Protective Life expects life sales to crest at $152 million in 2013, an increase from $121 million in 2012, the company said. Two-thirds of the company’s life insurance sales are conducted through insurance agents, and one-third is through institutional sales.
Except for a change in the mix to emphasize a balance between the sales of fixed and variable annuities, total annuity sales are expected to remain stable at $2.5 billion in 2014, even with projected 2013 sales, the company also said.
Sawyer also said the company would begin to align itself more closely with distributors serving Protective’s core mid to mass affluent buyer, and that a “deeper and more meaningful relationship” with those distributors would ensue.
At a recent gathering of wholesale distributors, Sawyer said he sensed potentially significant change as several distributors complained about commoditization from agents. They spoke with him about working with a core group of carriers.
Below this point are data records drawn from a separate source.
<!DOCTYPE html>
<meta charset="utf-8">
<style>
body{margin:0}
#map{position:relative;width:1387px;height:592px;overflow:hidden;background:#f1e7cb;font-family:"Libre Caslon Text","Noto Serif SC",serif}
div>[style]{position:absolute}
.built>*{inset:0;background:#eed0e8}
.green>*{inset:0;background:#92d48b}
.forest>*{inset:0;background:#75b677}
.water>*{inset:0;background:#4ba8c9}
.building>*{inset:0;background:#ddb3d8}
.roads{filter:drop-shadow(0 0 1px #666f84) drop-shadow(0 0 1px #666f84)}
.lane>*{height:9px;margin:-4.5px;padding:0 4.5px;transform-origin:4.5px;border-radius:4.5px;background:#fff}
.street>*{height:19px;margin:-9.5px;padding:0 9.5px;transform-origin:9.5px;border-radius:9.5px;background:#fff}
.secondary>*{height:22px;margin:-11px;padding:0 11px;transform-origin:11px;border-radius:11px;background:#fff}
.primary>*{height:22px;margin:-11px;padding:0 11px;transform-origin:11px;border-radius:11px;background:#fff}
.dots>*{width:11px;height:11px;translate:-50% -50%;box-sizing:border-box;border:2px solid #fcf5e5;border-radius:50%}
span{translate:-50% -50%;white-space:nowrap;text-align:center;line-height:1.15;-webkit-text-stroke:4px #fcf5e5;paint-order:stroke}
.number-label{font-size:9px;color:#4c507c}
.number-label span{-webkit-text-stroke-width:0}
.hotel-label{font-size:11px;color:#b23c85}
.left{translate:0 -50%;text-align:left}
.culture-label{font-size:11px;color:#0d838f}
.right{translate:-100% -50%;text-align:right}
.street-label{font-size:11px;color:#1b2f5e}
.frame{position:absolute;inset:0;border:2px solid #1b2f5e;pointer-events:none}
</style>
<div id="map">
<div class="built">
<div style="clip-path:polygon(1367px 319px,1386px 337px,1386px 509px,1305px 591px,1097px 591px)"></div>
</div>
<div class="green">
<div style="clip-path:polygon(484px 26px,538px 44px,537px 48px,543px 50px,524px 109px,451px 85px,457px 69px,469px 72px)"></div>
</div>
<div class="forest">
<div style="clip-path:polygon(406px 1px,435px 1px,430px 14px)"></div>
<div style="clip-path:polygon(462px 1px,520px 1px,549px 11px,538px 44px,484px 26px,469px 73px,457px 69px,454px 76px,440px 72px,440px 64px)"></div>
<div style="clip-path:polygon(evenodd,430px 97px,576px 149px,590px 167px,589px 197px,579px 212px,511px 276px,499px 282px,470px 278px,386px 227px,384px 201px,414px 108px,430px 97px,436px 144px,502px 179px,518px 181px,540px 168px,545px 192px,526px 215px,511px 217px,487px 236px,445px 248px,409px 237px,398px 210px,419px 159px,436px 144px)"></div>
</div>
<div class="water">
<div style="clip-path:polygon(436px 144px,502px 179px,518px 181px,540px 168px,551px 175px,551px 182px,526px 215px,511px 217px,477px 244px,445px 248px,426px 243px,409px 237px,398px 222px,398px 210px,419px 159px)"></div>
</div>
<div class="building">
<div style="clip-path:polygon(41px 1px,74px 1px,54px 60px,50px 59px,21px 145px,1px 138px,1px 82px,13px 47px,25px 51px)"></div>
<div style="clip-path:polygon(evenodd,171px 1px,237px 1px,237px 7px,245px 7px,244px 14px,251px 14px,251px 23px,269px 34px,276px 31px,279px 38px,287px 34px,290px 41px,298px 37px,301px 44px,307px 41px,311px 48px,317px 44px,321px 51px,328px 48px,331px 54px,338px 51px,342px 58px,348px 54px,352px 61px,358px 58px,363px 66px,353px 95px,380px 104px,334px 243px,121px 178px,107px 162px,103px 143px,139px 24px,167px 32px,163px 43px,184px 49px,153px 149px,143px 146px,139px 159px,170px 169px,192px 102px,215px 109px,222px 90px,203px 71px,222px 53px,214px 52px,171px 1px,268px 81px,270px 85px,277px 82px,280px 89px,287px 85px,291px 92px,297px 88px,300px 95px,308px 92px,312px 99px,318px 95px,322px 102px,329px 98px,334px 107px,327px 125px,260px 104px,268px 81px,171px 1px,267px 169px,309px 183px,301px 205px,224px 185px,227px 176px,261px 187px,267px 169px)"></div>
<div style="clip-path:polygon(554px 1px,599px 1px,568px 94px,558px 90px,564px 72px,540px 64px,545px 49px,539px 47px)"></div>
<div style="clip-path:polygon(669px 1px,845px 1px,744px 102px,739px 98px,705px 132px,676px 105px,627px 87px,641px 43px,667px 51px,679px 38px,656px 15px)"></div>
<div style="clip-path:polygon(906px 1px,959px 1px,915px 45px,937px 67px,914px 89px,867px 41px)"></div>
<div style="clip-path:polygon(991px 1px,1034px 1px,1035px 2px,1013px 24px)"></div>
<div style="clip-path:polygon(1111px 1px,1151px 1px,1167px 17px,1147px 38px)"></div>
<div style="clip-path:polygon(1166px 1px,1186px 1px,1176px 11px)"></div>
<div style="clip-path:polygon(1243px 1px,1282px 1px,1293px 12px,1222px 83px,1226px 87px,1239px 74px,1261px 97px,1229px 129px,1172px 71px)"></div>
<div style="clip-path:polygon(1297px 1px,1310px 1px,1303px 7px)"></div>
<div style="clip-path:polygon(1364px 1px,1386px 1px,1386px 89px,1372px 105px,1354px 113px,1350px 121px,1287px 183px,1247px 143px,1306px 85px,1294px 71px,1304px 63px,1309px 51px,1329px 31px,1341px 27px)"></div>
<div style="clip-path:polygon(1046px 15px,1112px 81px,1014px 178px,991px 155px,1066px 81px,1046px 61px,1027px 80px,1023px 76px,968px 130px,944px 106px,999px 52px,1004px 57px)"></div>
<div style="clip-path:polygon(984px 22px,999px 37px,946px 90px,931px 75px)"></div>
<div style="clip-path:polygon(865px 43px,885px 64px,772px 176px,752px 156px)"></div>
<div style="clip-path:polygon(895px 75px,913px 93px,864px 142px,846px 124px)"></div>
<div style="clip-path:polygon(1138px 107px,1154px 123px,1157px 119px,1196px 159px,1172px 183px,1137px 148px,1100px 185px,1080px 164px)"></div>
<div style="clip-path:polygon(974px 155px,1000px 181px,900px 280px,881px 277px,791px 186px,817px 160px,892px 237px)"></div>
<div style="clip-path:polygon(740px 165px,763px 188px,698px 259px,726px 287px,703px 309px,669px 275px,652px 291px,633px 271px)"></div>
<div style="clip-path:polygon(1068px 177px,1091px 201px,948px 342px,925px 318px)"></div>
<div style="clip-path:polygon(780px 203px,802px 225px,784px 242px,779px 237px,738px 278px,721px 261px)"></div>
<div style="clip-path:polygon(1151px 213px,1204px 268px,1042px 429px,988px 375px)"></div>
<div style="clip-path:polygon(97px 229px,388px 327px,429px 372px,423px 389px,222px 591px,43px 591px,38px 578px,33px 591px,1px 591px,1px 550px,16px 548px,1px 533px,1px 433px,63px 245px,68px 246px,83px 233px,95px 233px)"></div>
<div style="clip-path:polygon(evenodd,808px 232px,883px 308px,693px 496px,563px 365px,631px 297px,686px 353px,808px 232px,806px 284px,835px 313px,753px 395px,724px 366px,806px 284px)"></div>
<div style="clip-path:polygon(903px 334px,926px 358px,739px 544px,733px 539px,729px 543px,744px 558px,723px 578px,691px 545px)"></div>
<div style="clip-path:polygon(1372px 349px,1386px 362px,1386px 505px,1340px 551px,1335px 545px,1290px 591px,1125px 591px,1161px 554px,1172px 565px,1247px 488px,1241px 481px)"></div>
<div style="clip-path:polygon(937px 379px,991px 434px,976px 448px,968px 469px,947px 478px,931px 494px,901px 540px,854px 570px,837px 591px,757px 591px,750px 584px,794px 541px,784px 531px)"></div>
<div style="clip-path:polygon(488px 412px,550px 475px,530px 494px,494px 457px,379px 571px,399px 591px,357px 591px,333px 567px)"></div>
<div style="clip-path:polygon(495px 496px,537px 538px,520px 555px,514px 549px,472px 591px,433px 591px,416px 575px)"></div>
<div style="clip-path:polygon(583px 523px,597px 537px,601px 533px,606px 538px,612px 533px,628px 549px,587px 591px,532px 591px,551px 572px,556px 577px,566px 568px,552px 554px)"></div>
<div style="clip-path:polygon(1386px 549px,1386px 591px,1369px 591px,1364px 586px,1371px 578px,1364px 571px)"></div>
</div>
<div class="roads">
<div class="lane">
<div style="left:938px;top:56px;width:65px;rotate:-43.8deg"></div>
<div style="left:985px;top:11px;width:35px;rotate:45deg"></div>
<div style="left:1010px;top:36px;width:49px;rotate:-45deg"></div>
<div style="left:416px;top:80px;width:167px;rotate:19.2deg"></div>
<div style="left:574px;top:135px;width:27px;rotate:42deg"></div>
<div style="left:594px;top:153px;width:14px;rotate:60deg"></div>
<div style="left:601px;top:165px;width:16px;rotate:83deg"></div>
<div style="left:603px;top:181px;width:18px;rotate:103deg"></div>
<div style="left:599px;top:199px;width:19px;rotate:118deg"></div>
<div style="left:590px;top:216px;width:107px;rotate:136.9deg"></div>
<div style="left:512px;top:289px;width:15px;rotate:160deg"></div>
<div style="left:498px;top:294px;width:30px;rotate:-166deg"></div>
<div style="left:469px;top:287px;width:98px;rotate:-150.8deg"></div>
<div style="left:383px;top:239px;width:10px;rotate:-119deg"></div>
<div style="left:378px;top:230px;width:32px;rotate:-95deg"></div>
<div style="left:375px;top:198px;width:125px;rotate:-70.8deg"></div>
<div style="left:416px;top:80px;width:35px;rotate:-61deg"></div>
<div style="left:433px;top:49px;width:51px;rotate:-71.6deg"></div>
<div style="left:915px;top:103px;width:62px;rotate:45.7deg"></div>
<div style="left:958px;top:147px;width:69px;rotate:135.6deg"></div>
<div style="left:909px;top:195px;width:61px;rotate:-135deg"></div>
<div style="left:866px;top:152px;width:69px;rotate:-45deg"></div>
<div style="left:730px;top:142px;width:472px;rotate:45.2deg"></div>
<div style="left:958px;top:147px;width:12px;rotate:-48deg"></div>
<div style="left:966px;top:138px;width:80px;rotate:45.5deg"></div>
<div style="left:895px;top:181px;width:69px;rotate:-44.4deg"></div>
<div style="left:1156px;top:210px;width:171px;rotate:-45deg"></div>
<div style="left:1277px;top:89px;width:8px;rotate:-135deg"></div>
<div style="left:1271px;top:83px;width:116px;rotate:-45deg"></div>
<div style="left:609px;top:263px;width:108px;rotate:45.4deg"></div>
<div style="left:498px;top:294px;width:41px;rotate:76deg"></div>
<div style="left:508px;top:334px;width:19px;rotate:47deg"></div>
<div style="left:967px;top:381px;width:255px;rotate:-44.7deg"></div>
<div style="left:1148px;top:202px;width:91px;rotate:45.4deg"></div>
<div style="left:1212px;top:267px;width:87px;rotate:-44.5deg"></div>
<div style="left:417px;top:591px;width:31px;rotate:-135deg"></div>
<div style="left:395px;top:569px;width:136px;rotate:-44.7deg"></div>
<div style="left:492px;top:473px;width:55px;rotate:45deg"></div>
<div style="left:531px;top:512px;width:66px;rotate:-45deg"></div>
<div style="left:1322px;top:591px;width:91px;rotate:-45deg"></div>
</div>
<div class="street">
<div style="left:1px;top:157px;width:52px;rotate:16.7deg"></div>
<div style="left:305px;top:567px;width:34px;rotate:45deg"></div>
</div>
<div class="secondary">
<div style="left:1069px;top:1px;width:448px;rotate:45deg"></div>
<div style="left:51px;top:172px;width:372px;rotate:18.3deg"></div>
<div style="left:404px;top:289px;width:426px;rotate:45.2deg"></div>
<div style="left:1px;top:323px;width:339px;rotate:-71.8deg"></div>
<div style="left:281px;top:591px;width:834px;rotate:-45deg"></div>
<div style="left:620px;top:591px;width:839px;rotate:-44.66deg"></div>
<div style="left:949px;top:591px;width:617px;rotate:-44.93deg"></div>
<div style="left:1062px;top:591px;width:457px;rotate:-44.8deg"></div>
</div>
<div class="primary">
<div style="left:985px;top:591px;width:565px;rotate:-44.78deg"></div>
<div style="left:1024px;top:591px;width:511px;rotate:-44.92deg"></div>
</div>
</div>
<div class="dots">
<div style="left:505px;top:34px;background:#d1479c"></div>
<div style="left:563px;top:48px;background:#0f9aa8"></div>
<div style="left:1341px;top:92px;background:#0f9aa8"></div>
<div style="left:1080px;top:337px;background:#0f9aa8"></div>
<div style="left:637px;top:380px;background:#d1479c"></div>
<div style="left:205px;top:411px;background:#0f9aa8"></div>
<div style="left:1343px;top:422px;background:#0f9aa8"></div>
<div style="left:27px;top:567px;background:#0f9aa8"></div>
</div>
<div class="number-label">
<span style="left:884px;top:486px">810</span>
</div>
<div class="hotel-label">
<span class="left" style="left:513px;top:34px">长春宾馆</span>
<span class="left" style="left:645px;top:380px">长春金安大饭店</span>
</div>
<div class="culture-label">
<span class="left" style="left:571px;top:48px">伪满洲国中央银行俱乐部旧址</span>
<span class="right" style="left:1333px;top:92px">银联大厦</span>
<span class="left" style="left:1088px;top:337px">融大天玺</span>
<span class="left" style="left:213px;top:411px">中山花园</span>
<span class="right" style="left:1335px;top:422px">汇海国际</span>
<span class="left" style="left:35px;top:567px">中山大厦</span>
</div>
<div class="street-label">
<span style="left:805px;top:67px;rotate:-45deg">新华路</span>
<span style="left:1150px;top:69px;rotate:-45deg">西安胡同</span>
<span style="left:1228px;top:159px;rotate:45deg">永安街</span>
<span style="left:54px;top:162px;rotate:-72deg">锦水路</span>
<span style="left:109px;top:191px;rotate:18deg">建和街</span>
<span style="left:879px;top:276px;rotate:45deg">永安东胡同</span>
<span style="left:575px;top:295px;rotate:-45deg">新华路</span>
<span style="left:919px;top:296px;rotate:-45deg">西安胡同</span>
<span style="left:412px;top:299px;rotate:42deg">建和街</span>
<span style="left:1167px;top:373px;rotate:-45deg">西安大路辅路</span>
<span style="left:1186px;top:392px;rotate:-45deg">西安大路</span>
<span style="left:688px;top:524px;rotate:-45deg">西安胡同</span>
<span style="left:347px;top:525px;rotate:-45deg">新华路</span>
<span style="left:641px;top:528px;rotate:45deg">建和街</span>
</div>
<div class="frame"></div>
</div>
“We’ll see if that plays out, but I think it was a good indication that they are looking for quality partners,” Sawyer said.
Protective chairman and chief executive officer John D. Johns has decried the trend toward commoditization as it means distributors lump Protective with other competing life insurers: Lincoln Financial, MetLife, Principal Financial, Genworth, New York Life and Prudential.
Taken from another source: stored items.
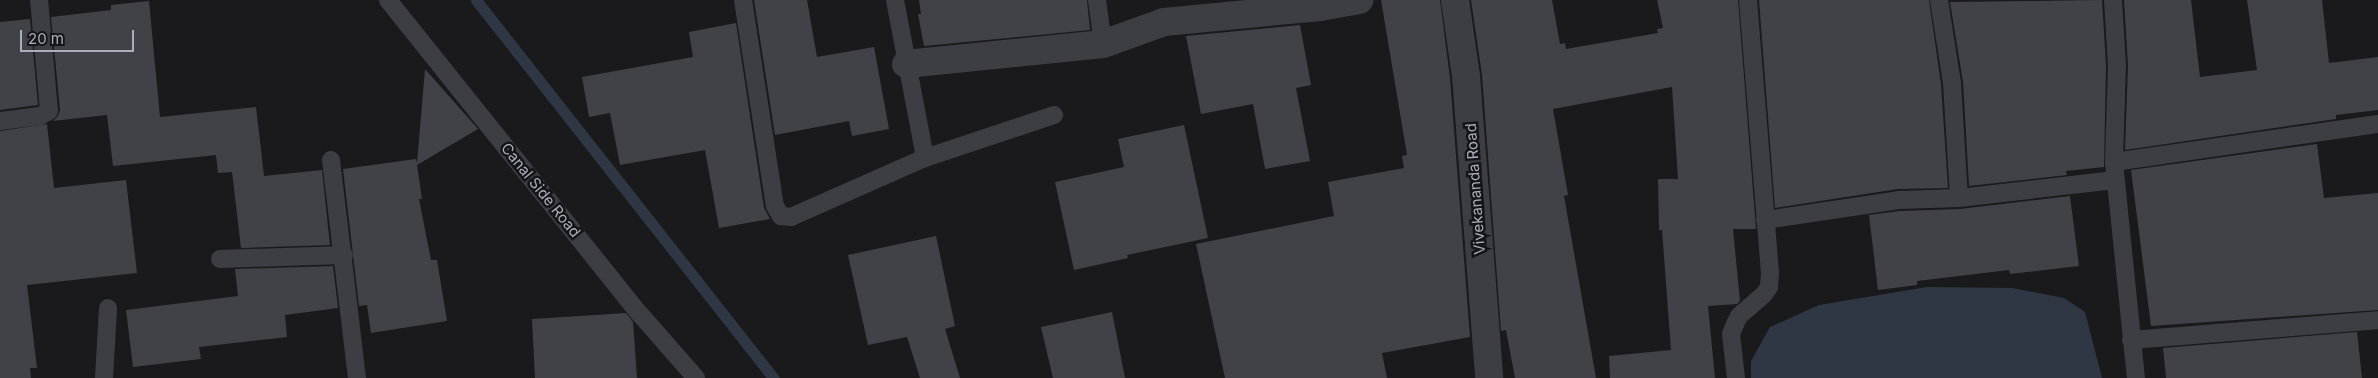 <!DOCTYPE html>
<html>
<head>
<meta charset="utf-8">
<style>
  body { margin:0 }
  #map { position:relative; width:2378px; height:378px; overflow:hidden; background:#1a1a1d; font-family:Inter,sans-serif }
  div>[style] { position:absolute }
  .water>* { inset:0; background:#2e3743 }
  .stream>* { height:11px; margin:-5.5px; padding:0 5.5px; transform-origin:5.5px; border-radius:5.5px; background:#2e3743 }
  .building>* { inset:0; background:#414247 }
  .service>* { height:18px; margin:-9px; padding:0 9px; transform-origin:9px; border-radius:9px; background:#3d3d44 }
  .minor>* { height:28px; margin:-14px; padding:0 14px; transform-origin:14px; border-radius:14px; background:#3d3d44 }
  span { translate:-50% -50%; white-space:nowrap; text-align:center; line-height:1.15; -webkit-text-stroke:5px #151518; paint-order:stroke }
  .street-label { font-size:15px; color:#abafbd }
  .scale { position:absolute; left:20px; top:30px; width:114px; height:22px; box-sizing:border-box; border:2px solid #abafbd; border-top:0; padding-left:6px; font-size:15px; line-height:18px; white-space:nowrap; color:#abafbd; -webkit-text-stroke:4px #151518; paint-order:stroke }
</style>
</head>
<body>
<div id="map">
  <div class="water">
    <i style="clip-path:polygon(1927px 287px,2012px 288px,2064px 298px,2085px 312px,2102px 378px,1751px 378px,1751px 361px,1770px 327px,1819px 305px)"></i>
  </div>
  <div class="stream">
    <i style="left:476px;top:0;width:481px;rotate:51.8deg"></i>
  </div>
  <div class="building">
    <i style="clip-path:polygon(754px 0,807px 0,817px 57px,874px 47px,889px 129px,852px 136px,849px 121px,775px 135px)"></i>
    <i style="clip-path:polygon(919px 0,1087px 0,1090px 30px,924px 46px,918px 14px,921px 14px)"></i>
    <i style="clip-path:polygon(1381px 0,1440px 0,1450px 78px,1470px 337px,1382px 353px,1387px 378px,1225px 378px,1196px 244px,1334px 216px,1328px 182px,1404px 168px,1402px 156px,1407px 155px)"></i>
    <i style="clip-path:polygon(1471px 0,1552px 0,1560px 44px,1565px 43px,1566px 49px,1658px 33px,1657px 29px,1663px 28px,1657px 0,1738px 0,1756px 229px,1733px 229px,1740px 301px,1737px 304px,1708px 306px,1715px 378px,1610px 378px,1609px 356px,1671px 350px,1662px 230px,1659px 230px,1658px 179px,1678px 179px,1672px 87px,1553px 109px,1568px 195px,1564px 196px,1596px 378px,1515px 378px,1506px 330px,1501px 331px,1482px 75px)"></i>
    <i style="clip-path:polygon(1759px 0,1929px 0,1941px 84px,1948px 188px,1898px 189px,1775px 208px)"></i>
    <i style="clip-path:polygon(2102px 0,2106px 65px,2104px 167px,2066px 171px,2067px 175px,1969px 186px,1963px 82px,1950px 2px)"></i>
    <i style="clip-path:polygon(2124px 0,2191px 0,2200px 77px,2257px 70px,2247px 0,2322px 0,2329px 63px,2378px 57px,2378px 110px,2336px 115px,2336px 119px,2125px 150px,2128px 65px)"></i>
    <i style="clip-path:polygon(149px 1px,160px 117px,256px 107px,264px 176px,322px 170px,330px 245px,241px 248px,232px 172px,218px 173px,216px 155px,113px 166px,107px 115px,53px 121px,58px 116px,60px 110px,51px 17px,111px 10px,111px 5px)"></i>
    <i style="clip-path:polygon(30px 19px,38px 105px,0 110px,0 22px)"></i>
    <i style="clip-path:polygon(736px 23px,764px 208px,770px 219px,719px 228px,705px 150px,620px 165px,610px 113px,589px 117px,582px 77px,693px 57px,689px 32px)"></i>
    <i style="clip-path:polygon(1300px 25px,1311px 85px,1296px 88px,1310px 161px,1265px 169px,1253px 104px,1201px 114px,1186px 36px)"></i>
    <i style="clip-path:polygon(425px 69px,478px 129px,417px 165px,422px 199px,419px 199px,431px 260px,437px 260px,447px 321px,371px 333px,367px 305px,359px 306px,343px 169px,416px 159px,417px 163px)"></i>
    <i style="clip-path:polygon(47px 124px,54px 188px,126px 180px,137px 273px,27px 285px,37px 368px,30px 368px,31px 378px,0 378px,0 131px)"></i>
    <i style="clip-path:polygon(1184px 125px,1208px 238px,1127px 255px,1128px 258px,1074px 270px,1055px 182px,1124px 167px,1118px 139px)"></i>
    <i style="clip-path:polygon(2317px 144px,2324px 198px,2378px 193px,2378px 310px,2151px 326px,2131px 170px)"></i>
    <i style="clip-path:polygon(2070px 196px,2079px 266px,2010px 274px,2009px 270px,1917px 281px,1917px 285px,1878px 290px,1869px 215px,1900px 211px,1960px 209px)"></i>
    <i style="clip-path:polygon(936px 236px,955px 326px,945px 329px,960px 378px,920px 378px,907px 337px,868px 345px,848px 255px)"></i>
    <i style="clip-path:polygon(333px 266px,338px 308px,285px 315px,287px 337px,199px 347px,201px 359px,133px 367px,126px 310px,238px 296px,235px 269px)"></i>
    <i style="clip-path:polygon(1112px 312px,1125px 378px,1053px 378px,1041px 327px)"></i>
    <i style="clip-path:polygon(626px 313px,633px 322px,637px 378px,535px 378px,532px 319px)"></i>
    <i style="clip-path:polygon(2357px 332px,2362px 378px,2166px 378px,2163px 348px)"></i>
  </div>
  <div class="service">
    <i style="left:388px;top:0;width:403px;rotate:51.3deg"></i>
    <i style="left:640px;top:314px;width:85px;rotate:48.8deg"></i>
    <i style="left:743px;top:0;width:208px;rotate:81.2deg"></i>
    <i style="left:775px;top:206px;width:12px;rotate:59deg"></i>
    <i style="left:781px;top:216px;width:10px;rotate:6deg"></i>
    <i style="left:791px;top:217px;width:146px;rotate:-23.8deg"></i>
    <i style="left:895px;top:0;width:161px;rotate:79.2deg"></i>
    <i style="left:925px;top:158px;width:136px;rotate:-18.4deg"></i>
    <i style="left:1097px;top:0;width:44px;rotate:82.2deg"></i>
    <i style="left:1939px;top:0;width:84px;rotate:81.1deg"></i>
    <i style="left:1952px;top:83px;width:115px;rotate:86.5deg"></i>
    <i style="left:2113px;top:0;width:65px;rotate:86.5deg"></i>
    <i style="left:2117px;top:65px;width:97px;rotate:91.8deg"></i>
    <i style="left:2114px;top:162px;width:217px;rotate:84.2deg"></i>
    <i style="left:0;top:121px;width:40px;rotate:-7.1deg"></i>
    <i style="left:40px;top:116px;width:10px;rotate:-29deg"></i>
    <i style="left:49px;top:111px;width:111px;rotate:-95.1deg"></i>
    <i style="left:331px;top:160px;width:220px;rotate:83.2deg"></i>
    <i style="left:2114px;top:162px;width:267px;rotate:-8.2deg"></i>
    <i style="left:1765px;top:220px;width:135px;rotate:-8.5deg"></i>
    <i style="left:1899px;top:200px;width:60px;rotate:-1.9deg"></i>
    <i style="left:1959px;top:198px;width:157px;rotate:-6.6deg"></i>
    <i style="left:220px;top:259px;width:124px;rotate:-1.8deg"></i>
    <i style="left:2131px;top:340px;width:248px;rotate:-4.6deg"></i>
    <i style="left:104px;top:378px;width:70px;rotate:-86.7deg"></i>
    <i style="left:1736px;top:378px;width:44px;rotate:-96.5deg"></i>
    <i style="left:1731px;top:334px;width:11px;rotate:-68deg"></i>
    <i style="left:1735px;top:324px;width:9px;rotate:-63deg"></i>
    <i style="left:1739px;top:316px;width:33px;rotate:-41deg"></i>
    <i style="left:1764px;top:294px;width:9px;rotate:-54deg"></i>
    <i style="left:1769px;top:287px;width:14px;rotate:-86deg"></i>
    <i style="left:1770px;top:273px;width:274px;rotate:-94.6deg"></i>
  </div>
  <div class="minor">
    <i style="left:1455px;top:0;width:77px;rotate:81.8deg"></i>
    <i style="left:1466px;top:76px;width:303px;rotate:85.6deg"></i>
    <i style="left:906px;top:64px;width:198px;rotate:-5.8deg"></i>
    <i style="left:1103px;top:44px;width:65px;rotate:-19.8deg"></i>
    <i style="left:1164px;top:22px;width:157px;rotate:-5.5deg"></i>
    <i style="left:1320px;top:7px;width:40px;rotate:-10deg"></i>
  </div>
  <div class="street-label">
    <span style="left:1475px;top:189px;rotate:-94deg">Vivekananda Road</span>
    <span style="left:541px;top:190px;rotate:51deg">Canal Side Road</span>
  </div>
  <div class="scale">20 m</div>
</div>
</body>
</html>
He said commoditization does not benefit the carrier, broker or buyer, as price becomes the only differentiator in a sale.
In addition to tighter integration of the company’s retail business with its distributors, Sawyer said the company would also continue investing in its technology and life insurance platforms to deliver more efficient pricing.
With as many as 47 acquisitions under its belt and a strong institutional client base, it has been more difficult for Protective to develop the technology to collect direct customer feedback from the retail channel. That, too, is changing with these improvements and better systems will help with pricing, service and targeting products more efficiently, Sawyer said.
Future customers are already embedded into the current customer base, and the key for Protective is to find out what those customers need when they show a propensity to buy, Johns said.
Customers who have bought a universal life policy have told the company that for the next 40 years, “‘I put my trust in Protective that you'll protect my family when I'm not here anymore,’” Johns said. “We've treated that as a valuable asset” that needs to be “cultivated and nurtured.”
The past three years have seen Protective acquire three major insurers: Liberty Life, Mutual of New York (MoNY) and United Investors Life. The transactions have brought nearly 2 million new policyholders into the Protective fold.
Having digested these latest acquisitions, the pendulum has swung to the retail side of the business. It’s up to Protective to find ways to serve those customers.